Remember how sad the end of that movie was? All of those people slipping back into their comas? That's how I feel: so very, deeply sad. After years of pain, I got real relief for awhile, and then slipped back into the debilitation and depression of chronic, constant pain. And I know there could be a really effective treatment out there if only someone took enough interest to figure it out.
What more can we do to get someone to pay attention?
Thanks very much!
All very good questions. I actually tried to reach out to Pfizer as well but couldn't get my email to get through for some reason. I need to call them to mention what others have observed here as well. They may already know of peoples inflamation relief etc. I also would suspect people have noted this with their primary care physicians as well which may help the cause if they hear this on an ongoing basis? Remember physicians see their pharmacuetical reps. on a routine basis, which you would think might be passed along this way as well.
As I mentioned previously, many companies become aware of not only the negative side effects but the positive as well which may prompt them to seek approval to begin additional trials for the new indication, in this case arthritic relief, which to me is huge. I'm fairly sure the drug in it's present form is obviously only recommended/prescribed for short term usage, 5 days, with respect to covid. It's definitely possibe it could be reformulated for long term usage but of course trials would need to take place with respect to efficacy for the control of inflamation etc. and safety, typically with respect to cardiac effects. The safety part of it would probably be easily achieveable since it's already met that threshold, at least in todays format/dosage. Unfortunately trials for efficacy would most likely take longer to see how it works in blind studies vs. placebos etc. Trials typically take a few years at best but hard to say here as it's already met some FDA hurdles. I sure wish it was simpler as it sure seems to have improved peoples daily functions, at least for a short period of time. I am going to see if I can find out if Pfizer is indeed looking at this possibility. BTW, I am actually a shareholder as well so I may go through investor relations and see if I can learn anything. I wish all well and Merry Christmas to all.
Arthur,
You may be a godsend for us patients, if you can move this along. Good karma for you and you might make some money out of it in the long term-- that's great! Win-win all around.
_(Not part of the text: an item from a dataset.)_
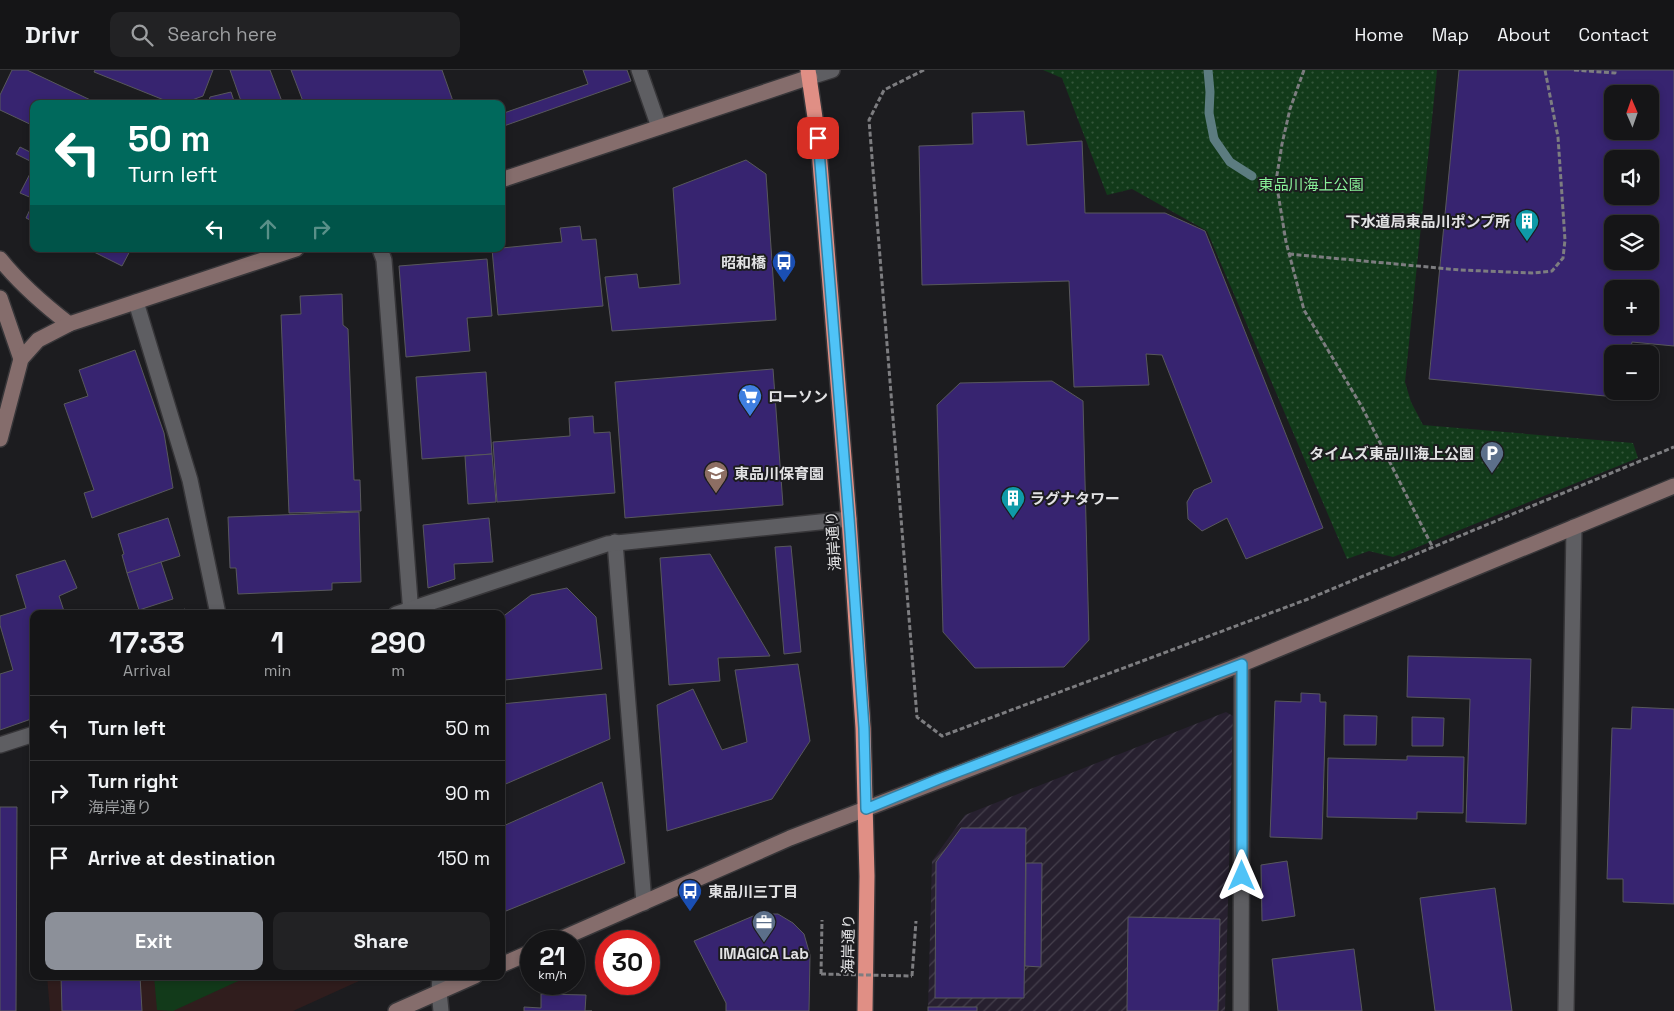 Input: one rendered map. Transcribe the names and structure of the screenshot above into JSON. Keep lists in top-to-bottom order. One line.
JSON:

I am not optimistic about the doctor-to- sales rep-to- research chain of information. From the posts here, it sounds like our doctors are not recognizing the level of relief and the potential of the med. I can't blame them. They are over worked and over loaded with new information and practices, etc., which is a shame, since, as you pointed out, innovation is sometimes by chance. It's key to recognize and seize upon an unexpected opportunity.
I think there may be a connection to the Epstein-Barr virus, too. It causes mononeucleosis (spelling? sorry).
Please keep us posted! Any type of update would be welcome. And Merry Christmas to you.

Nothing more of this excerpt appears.